[Start of Attachment]

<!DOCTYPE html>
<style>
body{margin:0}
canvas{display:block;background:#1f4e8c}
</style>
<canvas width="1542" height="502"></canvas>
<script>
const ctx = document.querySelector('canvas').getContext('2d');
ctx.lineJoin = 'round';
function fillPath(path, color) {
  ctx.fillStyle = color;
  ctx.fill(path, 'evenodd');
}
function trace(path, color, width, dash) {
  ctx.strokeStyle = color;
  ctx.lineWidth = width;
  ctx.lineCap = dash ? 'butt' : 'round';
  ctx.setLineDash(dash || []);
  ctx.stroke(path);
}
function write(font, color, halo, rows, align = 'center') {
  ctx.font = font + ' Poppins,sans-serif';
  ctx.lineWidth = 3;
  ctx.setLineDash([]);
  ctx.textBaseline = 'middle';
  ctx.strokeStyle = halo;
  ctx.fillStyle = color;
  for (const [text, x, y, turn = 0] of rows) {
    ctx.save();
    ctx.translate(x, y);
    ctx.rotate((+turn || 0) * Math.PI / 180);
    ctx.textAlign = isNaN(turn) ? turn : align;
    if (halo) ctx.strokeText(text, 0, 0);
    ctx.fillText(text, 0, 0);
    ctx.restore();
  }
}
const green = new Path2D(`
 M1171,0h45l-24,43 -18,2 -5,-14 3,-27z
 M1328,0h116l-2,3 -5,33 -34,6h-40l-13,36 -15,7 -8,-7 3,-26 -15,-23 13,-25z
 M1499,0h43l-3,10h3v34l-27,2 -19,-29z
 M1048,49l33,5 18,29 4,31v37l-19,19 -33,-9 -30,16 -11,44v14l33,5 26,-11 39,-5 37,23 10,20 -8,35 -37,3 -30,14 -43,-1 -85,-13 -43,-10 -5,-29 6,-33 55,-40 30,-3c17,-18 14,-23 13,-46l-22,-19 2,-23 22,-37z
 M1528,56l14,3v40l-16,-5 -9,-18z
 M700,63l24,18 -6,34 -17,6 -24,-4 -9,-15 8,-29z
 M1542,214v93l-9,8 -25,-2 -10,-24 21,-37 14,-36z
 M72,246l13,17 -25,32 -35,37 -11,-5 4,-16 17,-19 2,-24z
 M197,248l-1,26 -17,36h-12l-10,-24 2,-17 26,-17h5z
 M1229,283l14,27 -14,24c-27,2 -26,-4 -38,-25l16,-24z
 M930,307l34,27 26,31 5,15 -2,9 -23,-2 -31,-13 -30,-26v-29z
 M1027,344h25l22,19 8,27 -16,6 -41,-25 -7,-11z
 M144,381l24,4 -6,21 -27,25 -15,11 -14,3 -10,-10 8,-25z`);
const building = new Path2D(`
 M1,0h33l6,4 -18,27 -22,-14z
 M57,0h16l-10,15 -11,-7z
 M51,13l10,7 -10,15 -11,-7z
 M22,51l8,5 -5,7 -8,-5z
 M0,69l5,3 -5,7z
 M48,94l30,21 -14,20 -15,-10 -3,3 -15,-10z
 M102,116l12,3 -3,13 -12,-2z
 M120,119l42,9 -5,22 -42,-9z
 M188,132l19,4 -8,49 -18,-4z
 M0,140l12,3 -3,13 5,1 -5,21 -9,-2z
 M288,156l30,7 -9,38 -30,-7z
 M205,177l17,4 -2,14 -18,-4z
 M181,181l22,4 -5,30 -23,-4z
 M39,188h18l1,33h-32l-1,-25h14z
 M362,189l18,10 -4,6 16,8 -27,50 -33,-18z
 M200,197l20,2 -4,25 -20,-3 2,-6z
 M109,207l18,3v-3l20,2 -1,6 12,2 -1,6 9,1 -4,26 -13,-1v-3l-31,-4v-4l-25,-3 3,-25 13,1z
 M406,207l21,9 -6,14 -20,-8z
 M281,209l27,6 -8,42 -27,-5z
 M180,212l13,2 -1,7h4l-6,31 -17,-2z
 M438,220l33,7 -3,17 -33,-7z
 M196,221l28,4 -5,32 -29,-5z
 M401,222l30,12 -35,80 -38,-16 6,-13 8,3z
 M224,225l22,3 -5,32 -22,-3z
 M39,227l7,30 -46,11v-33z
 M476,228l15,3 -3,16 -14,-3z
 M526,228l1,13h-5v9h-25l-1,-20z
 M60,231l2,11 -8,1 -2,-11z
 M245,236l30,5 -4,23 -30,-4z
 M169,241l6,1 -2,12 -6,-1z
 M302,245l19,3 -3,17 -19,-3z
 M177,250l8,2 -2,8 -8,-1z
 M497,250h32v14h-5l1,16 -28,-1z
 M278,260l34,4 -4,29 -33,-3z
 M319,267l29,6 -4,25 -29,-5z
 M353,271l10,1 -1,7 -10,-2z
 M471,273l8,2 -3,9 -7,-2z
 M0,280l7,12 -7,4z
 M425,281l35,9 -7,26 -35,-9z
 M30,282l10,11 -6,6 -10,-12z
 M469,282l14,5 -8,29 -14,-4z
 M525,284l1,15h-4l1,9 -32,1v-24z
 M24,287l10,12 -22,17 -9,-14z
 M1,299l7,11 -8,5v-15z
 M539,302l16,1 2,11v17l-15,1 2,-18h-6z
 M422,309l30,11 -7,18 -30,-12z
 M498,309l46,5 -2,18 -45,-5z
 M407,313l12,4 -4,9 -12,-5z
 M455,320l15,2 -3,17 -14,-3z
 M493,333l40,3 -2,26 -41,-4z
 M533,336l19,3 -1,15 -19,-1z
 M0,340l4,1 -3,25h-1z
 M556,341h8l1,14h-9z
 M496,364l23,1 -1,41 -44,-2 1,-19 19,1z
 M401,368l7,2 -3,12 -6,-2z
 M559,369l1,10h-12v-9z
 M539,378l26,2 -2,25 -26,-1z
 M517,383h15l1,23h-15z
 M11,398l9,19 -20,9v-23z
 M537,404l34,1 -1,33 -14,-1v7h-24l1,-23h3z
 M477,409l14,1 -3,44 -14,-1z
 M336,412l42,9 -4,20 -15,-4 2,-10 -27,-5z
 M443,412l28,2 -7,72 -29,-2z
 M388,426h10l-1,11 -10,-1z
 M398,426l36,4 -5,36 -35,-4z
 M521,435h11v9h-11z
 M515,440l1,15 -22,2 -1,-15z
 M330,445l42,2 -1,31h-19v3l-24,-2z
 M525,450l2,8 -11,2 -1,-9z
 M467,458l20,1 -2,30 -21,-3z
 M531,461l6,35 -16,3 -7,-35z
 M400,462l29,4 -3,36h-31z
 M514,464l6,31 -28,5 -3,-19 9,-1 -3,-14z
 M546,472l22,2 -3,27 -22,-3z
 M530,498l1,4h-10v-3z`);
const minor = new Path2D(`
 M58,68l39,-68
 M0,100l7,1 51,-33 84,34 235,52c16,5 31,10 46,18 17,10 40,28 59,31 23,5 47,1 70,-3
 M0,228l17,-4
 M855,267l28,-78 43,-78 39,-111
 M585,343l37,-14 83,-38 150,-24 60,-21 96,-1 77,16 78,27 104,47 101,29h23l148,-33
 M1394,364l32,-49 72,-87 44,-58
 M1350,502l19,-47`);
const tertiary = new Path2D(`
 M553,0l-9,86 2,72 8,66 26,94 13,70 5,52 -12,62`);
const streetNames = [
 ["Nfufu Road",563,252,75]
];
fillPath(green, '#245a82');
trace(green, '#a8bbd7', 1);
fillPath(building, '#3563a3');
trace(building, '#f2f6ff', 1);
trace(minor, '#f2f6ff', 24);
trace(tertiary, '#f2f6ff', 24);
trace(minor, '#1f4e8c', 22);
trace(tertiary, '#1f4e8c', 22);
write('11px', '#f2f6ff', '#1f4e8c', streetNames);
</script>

[End of Attachment]

_Exercise requirements_
What is the number of lines in the data holding the word "function"? Reply with that number only.

_Your solution_
3